**Assignment:**
Print all the records exactly, please.

--- Given information ---

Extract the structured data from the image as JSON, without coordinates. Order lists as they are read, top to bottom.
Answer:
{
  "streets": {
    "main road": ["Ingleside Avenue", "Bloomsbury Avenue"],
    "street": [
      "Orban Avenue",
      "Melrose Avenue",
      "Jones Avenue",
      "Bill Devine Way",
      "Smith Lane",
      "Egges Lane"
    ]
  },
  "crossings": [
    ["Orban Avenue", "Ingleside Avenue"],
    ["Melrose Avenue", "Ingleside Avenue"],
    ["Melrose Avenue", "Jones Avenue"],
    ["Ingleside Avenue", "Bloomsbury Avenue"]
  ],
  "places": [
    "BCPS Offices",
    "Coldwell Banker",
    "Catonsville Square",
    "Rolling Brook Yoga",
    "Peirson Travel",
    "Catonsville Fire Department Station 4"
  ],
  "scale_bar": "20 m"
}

---

**Answer to this problem:**
Extract the structured data from the image as JSON, without coordinates. Order lists as they are read, top to bottom.
Answer:
{
  "streets": {
    "main road": ["Ingleside Avenue", "Bloomsbury Avenue"],
    "street": [
      "Orban Avenue",
      "Melrose Avenue",
      "Jones Avenue",
      "Bill Devine Way",
      "Smith Lane",
      "Egges Lane"
    ]
  },
  "crossings": [
    ["Orban Avenue", "Ingleside Avenue"],
    ["Melrose Avenue", "Ingleside Avenue"],
    ["Melrose Avenue", "Jones Avenue"],
    ["Ingleside Avenue", "Bloomsbury Avenue"]
  ],
  "places": [
    "BCPS Offices",
    "Coldwell Banker",
    "Catonsville Square",
    "Rolling Brook Yoga",
    "Peirson Travel",
    "Catonsville Fire Department Station 4"
  ],
  "scale_bar": "20 m"
}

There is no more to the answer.